Rep. Jackson Lee’s office quickly responded with heated denial. An official written statement put it this way: “The Office adamantly denies the allegations that it retaliated against, or otherwise improperly treated, the plaintiff. It is against office policy to discuss specific details about internal personnel matters.” The congresswoman asserted her refusal to step down from the CBC Foundation. Her chief of staff, Glenn Rushing, told BuzzFeed News, “We had nothing to do with any of the actions that have been cited, and the person was not wrongfully terminated.” Ironically, Congresswoman Lee may be a classic case of the pot calling the kettle black. Last year, she sponsored legislation reauthorizing the Violence Against Women Act and aggressively opposed the nomination of Brett Kavanaugh to the Supreme Court after Kavanaugh was accused, without any corroboration, of acts of sexual assault during his high school years. Yet when faced with a far more credible charge of sexual assault on her own political turf, she somehow doesn’t think it’s an issue.

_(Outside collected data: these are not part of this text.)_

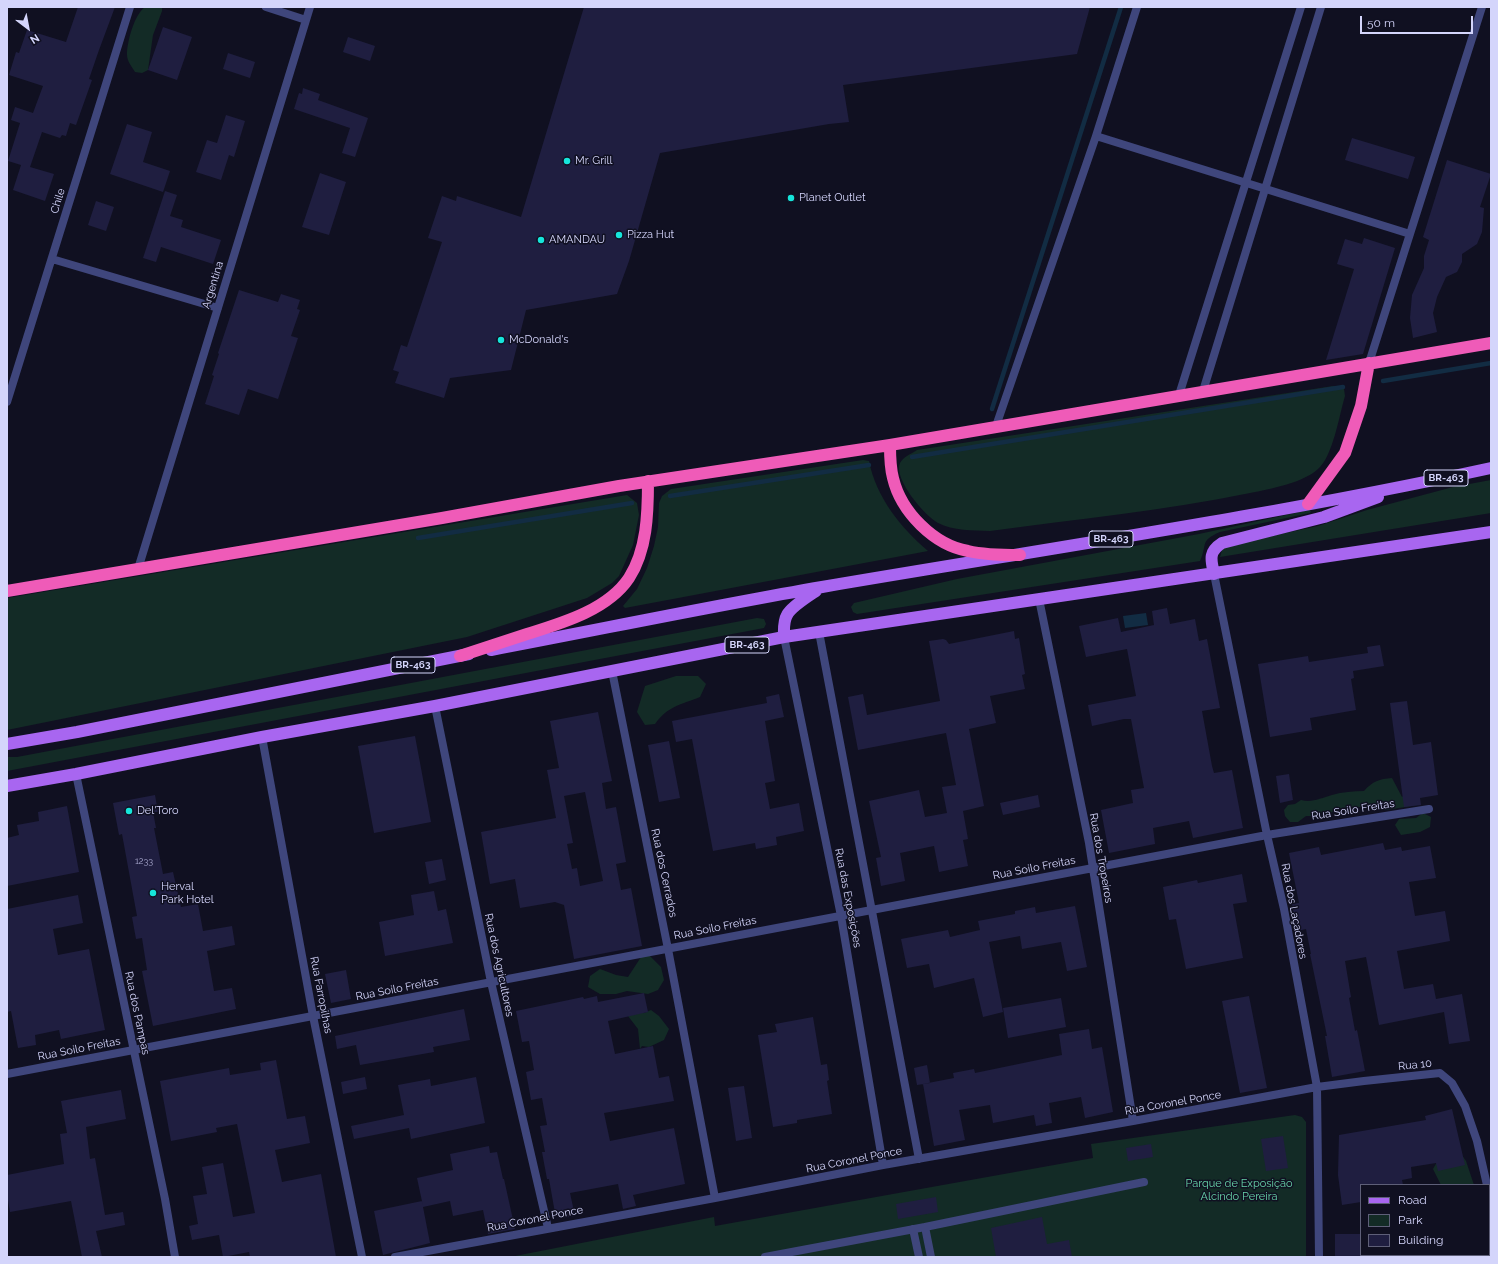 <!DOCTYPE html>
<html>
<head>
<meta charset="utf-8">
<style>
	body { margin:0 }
	#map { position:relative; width:1498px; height:1264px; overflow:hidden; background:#101021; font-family:Raleway,sans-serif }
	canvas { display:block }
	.frame { position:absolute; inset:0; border:8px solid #d4d5fb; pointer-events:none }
	.legend { position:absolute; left:1360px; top:1184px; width:130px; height:72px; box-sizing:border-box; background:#101021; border:1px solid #5e5f78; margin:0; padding:5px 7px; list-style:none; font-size:12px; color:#d4d5fb }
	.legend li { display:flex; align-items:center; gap:8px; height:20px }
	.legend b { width:20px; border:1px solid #5e5f78 }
	.north { position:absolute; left:8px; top:8px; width:40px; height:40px; -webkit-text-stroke:3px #101021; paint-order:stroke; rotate:148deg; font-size:11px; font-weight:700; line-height:16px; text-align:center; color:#d4d5fb }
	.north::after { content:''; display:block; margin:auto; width:14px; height:18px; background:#d4d5fb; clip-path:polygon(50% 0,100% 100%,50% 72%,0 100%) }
	.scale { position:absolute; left:1360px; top:16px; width:113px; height:18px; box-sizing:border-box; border:2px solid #d4d5fb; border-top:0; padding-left:5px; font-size:12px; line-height:14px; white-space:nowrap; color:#d4d5fb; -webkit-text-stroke:3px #101021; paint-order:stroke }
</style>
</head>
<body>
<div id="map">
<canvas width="1498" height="1264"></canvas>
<div class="frame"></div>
<ul class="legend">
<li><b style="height:5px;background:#a866f0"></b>Road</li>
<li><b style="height:11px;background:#132b26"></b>Park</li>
<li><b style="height:11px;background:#1f1e40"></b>Building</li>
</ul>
<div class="north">N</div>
<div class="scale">50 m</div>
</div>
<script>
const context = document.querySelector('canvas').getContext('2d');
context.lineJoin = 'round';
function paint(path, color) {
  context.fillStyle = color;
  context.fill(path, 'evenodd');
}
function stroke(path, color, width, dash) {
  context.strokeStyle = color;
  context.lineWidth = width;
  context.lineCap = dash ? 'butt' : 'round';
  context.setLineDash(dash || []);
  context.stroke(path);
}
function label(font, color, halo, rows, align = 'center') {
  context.font = font + ' Raleway,sans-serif';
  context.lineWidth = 3;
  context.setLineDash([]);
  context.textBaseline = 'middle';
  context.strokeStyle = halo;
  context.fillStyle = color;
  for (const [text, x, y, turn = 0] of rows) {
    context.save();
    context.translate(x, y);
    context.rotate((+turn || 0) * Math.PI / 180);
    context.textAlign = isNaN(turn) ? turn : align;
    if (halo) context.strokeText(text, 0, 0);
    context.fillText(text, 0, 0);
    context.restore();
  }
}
const green = new Path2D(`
	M145,7H162V11L153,35L148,70L142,73L135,72C132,67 127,61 127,55C127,42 134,15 145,7Z
	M1333,386H1341L1344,389L1345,396C1339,416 1333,456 1318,469C1303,483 1270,489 1250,493C1164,511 1076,519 990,531C973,530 953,531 938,523C925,516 893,479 900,463C903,457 911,454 917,450Z
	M863,460L869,461C876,497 901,528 928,551L625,608L623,606L637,589L647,568L654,546L658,527L659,503L662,496L671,489Z
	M1491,480V513L1220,557L1222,550L1230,545L1318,526L1367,510L1453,487Z
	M627,495L637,503L639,515L633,545L619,576L612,583L587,598L467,637L7,730V598Z
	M1309,510L1311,511L1310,513L1220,532C1199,541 1208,544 1200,561L857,614L853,612L851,607L854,603L957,579L1199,534Z
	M757,618L764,619L766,624L764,628L7,771V757H17Z
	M676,676H698L706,684L700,697C680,705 668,706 655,724L645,725L637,712L645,686Z
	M1392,778L1402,797L1417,783L1418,805L1386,810L1373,807H1357L1341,808L1328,814L1323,812L1313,816H1306L1298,822H1290L1285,816L1284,810L1288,805L1295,804L1301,800C1312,803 1321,798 1332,795C1342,792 1354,791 1364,791C1373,781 1379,779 1392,778Z
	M1423,813L1431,817L1430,827L1420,832L1401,835L1395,825L1399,819L1416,818Z
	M649,955L661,967L664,980L658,990L648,994L627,991L616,994H600L588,987L590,976L600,969L616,975L628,977L641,957Z
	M630,1007L644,1013L651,1010L659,1016L669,1029L664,1040L649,1047L642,1046L640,1049L638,1029L628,1016Z
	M1295,1115L1302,1117L1306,1122V1257H510L714,1217L715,1226L1093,1158L1091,1144Z
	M1457,1148L1466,1161L1474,1185H1441L1433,1169L1442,1153Z`);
const water = new Path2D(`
	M1146,613L1148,625L1125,628L1123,616Z`);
const stream = new Path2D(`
	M1383,381L1491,363
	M992,409L1121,7
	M912,457L1343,387
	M670,496L869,465
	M418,538L632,503`);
const building = new Path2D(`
	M78,7H115L99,50L89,79L92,80L76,125L70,123L66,136L62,135L60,138L42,132L30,167L54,174L45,201L13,190L21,165L8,161L20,123L11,120L15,107L33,113L43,86L9,75L16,52L19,53L27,30L66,42Z
	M584,7H1090L1077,54L843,85L849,122L829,124L660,153L629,261L617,294L526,310L511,370L450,378L444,398L395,383L399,372L393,370L401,345L407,347L442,242L428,238L442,196L456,201L457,196L521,217Z
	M163,27L192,37L177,80L148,70Z
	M348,37L375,46L370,61L343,52Z
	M228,53L255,62L250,78L223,69Z
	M303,88L320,94L318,100L368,118L355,157L342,153L350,128L294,109L299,93L302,94Z
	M226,115L245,121L234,157L229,155L221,180L196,172L207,140L217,143Z
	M127,124L152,132L143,162L170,171L163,192L110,174Z
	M1352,138L1415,157L1408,179L1345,160Z
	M1447,160L1491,174L1480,207L1484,208L1482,232L1477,244L1462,254V262L1457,272L1446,277L1437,297L1433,313L1437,332L1413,338L1410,318L1412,295L1424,268V256L1429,240L1423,237Z
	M320,173L346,182L329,235L302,227Z
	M165,191L177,195L170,216L183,220L181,227L221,240L213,264L161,247L156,262L143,258Z
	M96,201L114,207L106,231L88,225Z
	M1364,238L1395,248L1363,354L1326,360L1354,269L1337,264L1345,239L1362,244Z
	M239,290L278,302L281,294L300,300L297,309L300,310L291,336L298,338L278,399L248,389L239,415L205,404L214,376L212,375L219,354L218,353Z
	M1167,608L1170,624L1195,619L1199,641L1207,639L1220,708L1202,711L1212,766L1214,773L1232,770L1243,828L1193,838L1189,821L1153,828L1155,844L1109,853L1101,810L1133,803L1131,790L1144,788L1131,719H1124L1092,726L1088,705L1136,696L1127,649L1086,657L1079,626L1118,618L1121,632L1154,625L1152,611Z
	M1014,631L1015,639L1019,638L1025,674L1022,675L1025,689L990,696L996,723L969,729L984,806L963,811L968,839L963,840L968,866L939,872L934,846L900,853L905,881L881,886L876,858L881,857L869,801L919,790L925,817L947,813L942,787L956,785L946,733L858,750L848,697L863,694L867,715L940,701L929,641L943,639L946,640L949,644Z
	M1380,645L1384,666L1353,671L1354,678L1351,679L1356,710L1310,718L1312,730L1270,737L1258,664L1308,656L1309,662L1368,653L1367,647Z
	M779,694L784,717L765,721L775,781L765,783L770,809L799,803L804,831L776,837L777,845L756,849L755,843L713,851L692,739L676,742L672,721L767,703L766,697Z
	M1407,701L1413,745L1431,742L1438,795L1420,798L1421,805L1404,807L1390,703Z
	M598,712L612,781L602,783L606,809L616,807L626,862L616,864L621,890L631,888L642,946L574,959L564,905L555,902L520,908L515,879L490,884L481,832L556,818L547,770L559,768L550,721ZM585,792L603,881L580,886L577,868L572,869L567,844L573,843L564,796Z
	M415,736L431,822L374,833L358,746Z
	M669,741L680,798L659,802L648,745Z
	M1289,774L1293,800L1280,803L1276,776Z
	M155,795L158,812H153L156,828H154L163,874L173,872L181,907L198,904L203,931L232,926L235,945L207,951L214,991L232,988L236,1009L153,1026L142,971L147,970L142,938L136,939L132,917L137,916L122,834L119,835L113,803Z
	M1038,795L1040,807L1003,815L1000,803Z
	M67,806L79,872L7,886V838L19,835L17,825L39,821L38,812Z
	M1383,843L1385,850L1401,847L1402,851L1430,846L1436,878L1409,882L1415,916L1445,911L1450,941L1397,951L1404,989L1433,984L1436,999L1462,994L1470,1041L1449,1044L1444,1012L1379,1025L1366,957L1345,961L1351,997L1349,998L1355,1031L1357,1030L1365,1071L1332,1077L1325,1036H1327L1310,954H1311L1306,929L1297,931L1292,904L1299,903L1289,853L1319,847L1321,855Z
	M442,859L446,880L429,884L425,862Z
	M1242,874L1247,902L1233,904L1243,958L1186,969L1176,919L1169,920L1163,887L1197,880L1198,883Z
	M434,891L438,911L446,909L453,943L385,956L379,922L414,915L411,895Z
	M78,895L83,923L53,929L58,955L89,949L105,1030L61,1039L59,1030L35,1035L36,1045L18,1048L11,1011L7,1012V909Z
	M1075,906L1087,967L1067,971L1061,942L1022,949L1020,936L989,942L1003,1012L983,1017L974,978L934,988L929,964L907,968L901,939L948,930L950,937L980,930L978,921L1015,914V911L1035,907L1036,913Z
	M346,970L351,999L331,1003L325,974Z
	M644,993L648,1012L608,1021L615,1054L653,1046L659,1078L669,1076L674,1101L604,1113L610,1141L674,1128L685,1184L633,1195L636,1206L623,1209L618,1184L570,1193L575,1216L563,1218L555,1213L549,1179H547L542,1152H545L540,1126L547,1125L542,1098L531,1100L526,1072L534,1070L529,1041L522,1042L516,1011L583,997L584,999L597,996L598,1002Z
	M1249,996L1267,1088L1240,1093L1222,1001Z
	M1061,998L1066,1027L1008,1038L1003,1008Z
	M464,1009L470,1040L433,1047L434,1052L360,1065L356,1045L337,1049L335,1036Z
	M813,1017L821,1065L827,1064L829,1080L827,1081L832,1114L797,1120V1123L773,1127L758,1035L777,1032L775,1024Z
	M1089,1029L1092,1049L1102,1047L1113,1112L1085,1118L1081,1097L1049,1103L1052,1123L1036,1126L1034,1115L993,1123L990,1105L959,1110L965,1140L934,1146L923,1084L954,1078L953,1073L974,1069L975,1073L1062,1055L1059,1034Z
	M276,1060L287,1119L305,1116L310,1143L275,1150L282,1182L321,1174L336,1257H250L249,1252L223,1257L219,1235L192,1240L189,1226L198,1224L193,1196L207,1194L202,1167L223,1163L233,1217L255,1213L237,1124L216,1128L217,1132L171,1141L160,1081L229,1068L230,1075L261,1070L260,1063Z
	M927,1065L930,1083L917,1085L914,1068Z
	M365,1077L367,1089L343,1094L341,1082Z
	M476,1077L485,1123L411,1139L409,1128L354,1139L351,1126L404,1115L398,1085L430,1079L431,1086Z
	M744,1086L752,1138L736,1141L728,1088Z
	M121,1090L126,1119L86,1127L90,1159L95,1158L105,1215L123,1212L125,1225L96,1231L102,1257H82L71,1201L10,1212L7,1195V1175L64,1164L60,1134L67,1133L61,1101Z
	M1452,1109L1465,1165L1438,1171L1436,1163L1411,1167L1412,1178L1402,1180L1403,1185H1361V1202L1342,1205L1338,1175L1339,1135L1426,1120L1425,1116Z
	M1283,1136L1288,1168L1266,1171L1261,1139Z
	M1151,1144L1153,1157L1128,1161L1126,1148Z
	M489,1146L490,1153L497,1152L503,1179H504L515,1229L488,1234L483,1210L453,1216L450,1201L423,1207L430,1243L383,1255L374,1211L422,1201L423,1206L417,1178L453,1170L450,1154Z
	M936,1197L938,1212L898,1219L896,1204Z
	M1042,1217L1047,1244L1069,1240L1072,1257H996L991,1228Z
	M1335,1234H1361V1257H1335Z`);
const street = new Path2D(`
	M266,7L306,20
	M1096,136L1410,234
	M52,259L218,308
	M1369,363L1482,7
	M1203,391L1321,7
	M1179,395L1301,7
	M7,402L130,7
	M996,426L1096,136L1137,7
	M138,569L310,7
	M1214,574L1267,835L1284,909L1317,1087L1319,1257
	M1039,599L1089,843L1133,1121
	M819,632L919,1159
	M784,637L841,916L883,1165
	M612,671L668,949L715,1198
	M435,706L491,982L548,1228
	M262,737L313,1016L362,1257
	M76,774L165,1199L175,1257
	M7,1074L1267,835L1429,809
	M1489,1195L1491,1204
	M925,1227L931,1257
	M913,1229L919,1257
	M395,1257L715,1198L883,1165L1133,1121L1317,1087L1364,1081L1440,1073L1452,1083L1465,1106L1477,1141L1487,1185
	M765,1257L925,1227L1144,1182`);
const primary = new Path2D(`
	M1214,574C1211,560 1208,552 1222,543L1324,517L1378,497
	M784,637C784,631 783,622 787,615C791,607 807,597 816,591
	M491,650C602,629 712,606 822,587C1045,549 1270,516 1491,468
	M7,744L77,732L469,654
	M7,786L76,774L262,737L435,706L784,637L1491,532`);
const highway = new Path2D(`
	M890,445C890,456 890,467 893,478C901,512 934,545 968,551C985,555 1002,555 1020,555
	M1308,504L1345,453L1361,406L1369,363
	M7,591L442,518L619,486L890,445L1491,343
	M460,656C481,649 503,642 524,635C559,624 607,611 629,578C647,550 648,514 648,481`);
const markers = [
	[567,161,4,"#16e5db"],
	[791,198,4,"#16e5db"],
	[619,235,4,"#16e5db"],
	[541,240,4,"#16e5db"],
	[501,340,4,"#16e5db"],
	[129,811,4,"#16e5db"],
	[153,893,4,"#16e5db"]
];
const numberNames = [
	["1233",144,861]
];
const shields = [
	[1446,478,44],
	[1111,539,44],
	[747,645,44],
	[413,665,44]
];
const shieldNames = [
	["BR-463",1446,478],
	["BR-463",1111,539],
	["BR-463",747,645],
	["BR-463",413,665]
];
const poiNames = [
	["Mr. Grill",575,161],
	["Planet Outlet",799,198],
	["Pizza Hut",627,235],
	["AMANDAU",549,240],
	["McDonald's",509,340],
	["Del'Toro",137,811],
	["Herval",161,887],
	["Park Hotel",161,900]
];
const streetNames = [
	["Chile",58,201,-73],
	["Argentina",213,285,-73],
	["Rua Soilo Freitas",1353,810,-9],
	["Rua dos Tropeiros",1101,858,80],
	["Rua Soilo Freitas",1034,868,-11],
	["Rua dos Cerrados",664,873,78],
	["Rua das Exposições",848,898,79],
	["Rua dos Laçadores",1294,911,79],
	["Rua Soilo Freitas",715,928,-11],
	["Rua dos Agricultores",499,965,78],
	["Rua Soilo Freitas",397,989,-11],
	["Rua Farropilhas",321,995,79],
	["Rua dos Pampas",137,1013,78],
	["Rua Soilo Freitas",79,1049,-11],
	["Rua 10",1415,1065,-6],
	["Rua Coronel Ponce",1173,1103,-10],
	["Rua Coronel Ponce",854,1160,-11],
	["Rua Coronel Ponce",535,1219,-11]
];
const parkNames = [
	["Parque de Exposição",1239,1184],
	["Alcindo Pereira",1239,1197]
];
paint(green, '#132b26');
paint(water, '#122c43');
stroke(stream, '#122c43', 4.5);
paint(building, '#1f1e40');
stroke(street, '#3f467c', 8);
stroke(primary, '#a866f0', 12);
stroke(highway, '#ef5bb8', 12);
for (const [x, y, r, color] of markers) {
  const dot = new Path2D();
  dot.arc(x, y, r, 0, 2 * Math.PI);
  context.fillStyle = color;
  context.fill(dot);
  stroke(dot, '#101021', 1.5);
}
label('9px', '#a7a7cc', null, numberNames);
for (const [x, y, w] of shields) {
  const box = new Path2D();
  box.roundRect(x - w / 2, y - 8, w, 16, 3);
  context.fillStyle = '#101021';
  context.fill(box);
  stroke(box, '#d4d5fb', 1);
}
label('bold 10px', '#d4d5fb', null, shieldNames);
label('11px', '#d4d5fb', '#101021', poiNames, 'left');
label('11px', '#d4d5fb', '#101021', streetNames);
label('11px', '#67d4a9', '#101021', parkNames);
</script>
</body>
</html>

Denial or no denial, the Congressional Black Caucus, now with more than 50 members, was getting nervous over the possibility of a public relations disaster. For the sake of damage control, if not necessarily high principle, CBC members pressured Rep. Jackson Lee to resign from her foundation post. Several of her colleagues on the House Judiciary Committee’s Subcommittee on Crime, Terrorism, Homeland Security, and Investigations also were beginning to freak out. Yesterday afternoon she relented. Rep. Lee announced her resignation from the Congressional Black Caucus Foundation and the House Judiciary Committee’s crime and terrorism subcommittee. Elsie Scott, the foundation’s interim president, perhaps sighing with relief, praised Rep. Jackson Lee as someone who “values the foundation’s ideals and does not want to be a distraction during the legal proceedings of the suit.” House Judiciary Committee Chairman Jerrold Nadler, D-N.Y., likewise complemented her decision as ensuring “the subcommittee’s important work continues.”
One finds it difficult to sympathize with Sheila Jackson Lee. In her two dozen years as a member of the House of Representatives, she has demonstrated, time and again, a pattern of corruption and racial shakedown artistry. It is ironically fitting that her downfall, which for now is temporary, has occurred due to a complaint by someone who not long ago was on her payroll. As for the alleged rapist, Damien Jones, he was last seen working on the unsuccessful U.S. Senate campaign of former Rep. Beto O’Rourke, D-Tex. A contrite campaign spokesman recently issued this statement: “The Beto for Texas campaign was absolutely not aware of these allegations until today and no longer has a relationship with Damien Jones.” Perhaps voters in the 18th congressional district of Texas will terminate their working relationship with Sheila Jackson Lee in 2020.